The deal's financing is complex, involving not only the Florigs' holding the first mortgage, but also equity from private-investment entities and more than $8 million in state loans and grants. Those are to be used not just for the acquisition, but for demolition, site preparation, and some construction.
Such a joint-financing effort underscores just how dreadful the commercial real estate market is - even for a proven developer such as Pulver, who has been at it for almost 40 years.
"Couldn't do it without it," Pulver said of the public financing. "Not a chance."
The principal equity partners are entities controlled by Pulver; Brandywine Realty Trust, which has worked with Pulver on five office buildings and one hotel in the Tower Bridge complex; and the Delaware Valley Real Estate Investment Fund, a union pension fund.
None would provide specifics. But an application filed in October 2008 for one of the state grants said private equity would total $1.6 million, with the Florig purchase-money mortgage valued at $6 million. People close to the deal said those figures had changed, but they would not disclose by how much.
An earlier majority partner, Apollo Real Estate Advisors L.P., of New York, backed out in 2008 as the market for new-office construction evaporated, Pulver said.

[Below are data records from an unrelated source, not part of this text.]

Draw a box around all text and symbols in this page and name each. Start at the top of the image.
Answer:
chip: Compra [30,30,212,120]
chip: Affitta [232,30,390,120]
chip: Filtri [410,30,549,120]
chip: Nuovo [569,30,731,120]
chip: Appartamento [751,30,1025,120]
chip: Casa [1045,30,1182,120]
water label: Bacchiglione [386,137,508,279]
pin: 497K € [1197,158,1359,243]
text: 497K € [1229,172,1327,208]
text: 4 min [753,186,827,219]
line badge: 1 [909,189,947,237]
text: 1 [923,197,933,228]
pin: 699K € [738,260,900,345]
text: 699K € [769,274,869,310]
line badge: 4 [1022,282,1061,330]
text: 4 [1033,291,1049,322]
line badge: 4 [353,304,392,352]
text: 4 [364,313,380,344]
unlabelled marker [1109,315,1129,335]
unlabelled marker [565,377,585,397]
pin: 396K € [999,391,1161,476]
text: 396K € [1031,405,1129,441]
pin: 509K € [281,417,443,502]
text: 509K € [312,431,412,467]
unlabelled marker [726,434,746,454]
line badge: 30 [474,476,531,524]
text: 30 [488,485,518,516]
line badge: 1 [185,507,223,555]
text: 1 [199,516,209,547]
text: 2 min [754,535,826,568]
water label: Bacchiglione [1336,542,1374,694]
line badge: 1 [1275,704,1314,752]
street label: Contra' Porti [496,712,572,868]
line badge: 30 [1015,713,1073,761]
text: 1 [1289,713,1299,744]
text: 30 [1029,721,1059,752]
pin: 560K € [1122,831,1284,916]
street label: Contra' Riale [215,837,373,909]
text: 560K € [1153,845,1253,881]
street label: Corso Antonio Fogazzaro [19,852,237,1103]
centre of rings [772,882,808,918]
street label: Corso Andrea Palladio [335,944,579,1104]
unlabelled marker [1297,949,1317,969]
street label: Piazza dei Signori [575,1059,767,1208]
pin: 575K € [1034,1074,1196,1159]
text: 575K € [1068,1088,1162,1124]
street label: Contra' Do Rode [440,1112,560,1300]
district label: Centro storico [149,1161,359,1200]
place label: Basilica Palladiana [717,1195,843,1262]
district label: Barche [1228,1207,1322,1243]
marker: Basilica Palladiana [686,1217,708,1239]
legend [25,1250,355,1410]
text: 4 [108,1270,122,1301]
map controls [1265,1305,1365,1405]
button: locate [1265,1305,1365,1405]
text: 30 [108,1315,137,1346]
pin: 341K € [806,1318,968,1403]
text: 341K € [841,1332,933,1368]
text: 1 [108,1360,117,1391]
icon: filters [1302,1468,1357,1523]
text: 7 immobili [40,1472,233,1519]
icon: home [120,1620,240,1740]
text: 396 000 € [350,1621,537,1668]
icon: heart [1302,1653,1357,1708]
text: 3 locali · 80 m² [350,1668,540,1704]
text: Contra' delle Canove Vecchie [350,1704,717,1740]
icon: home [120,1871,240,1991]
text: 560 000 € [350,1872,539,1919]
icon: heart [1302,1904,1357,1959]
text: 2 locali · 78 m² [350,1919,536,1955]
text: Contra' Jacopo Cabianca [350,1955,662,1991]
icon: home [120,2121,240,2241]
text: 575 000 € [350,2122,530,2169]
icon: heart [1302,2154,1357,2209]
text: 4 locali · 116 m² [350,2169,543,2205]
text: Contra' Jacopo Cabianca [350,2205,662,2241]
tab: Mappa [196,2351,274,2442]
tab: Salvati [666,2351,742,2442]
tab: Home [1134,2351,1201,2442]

Public funding consists of a $5 million state Redevelopment Assistance Capital Project grant, $2 million from the state Enterprise Zone revolving loan fund, and a $1.25 million loan from the state Infrastructure Development Program.
The deal was finalized in the One Logan Square offices of Hangley, Aronchick, Segal & Pudlin P.C., the Center City law firm representing Pulver. It came after nearly a dozen hours of phone calls and faxes, said Pulver's attorney, David Scolnic.
Helping provide the momentum to get the deal done, Scolnic said, was the commercial real estate market itself. It helped convince the Florigs that holding out for more money was not likely to deliver any promising results.
"When it became clear that values were not going to continue to go up forever, it made it possible for the parties to come together on a price," Scolnic said. "If they didn't do the deal, there was a risk that the financial markets would force the deal to fall apart entirely."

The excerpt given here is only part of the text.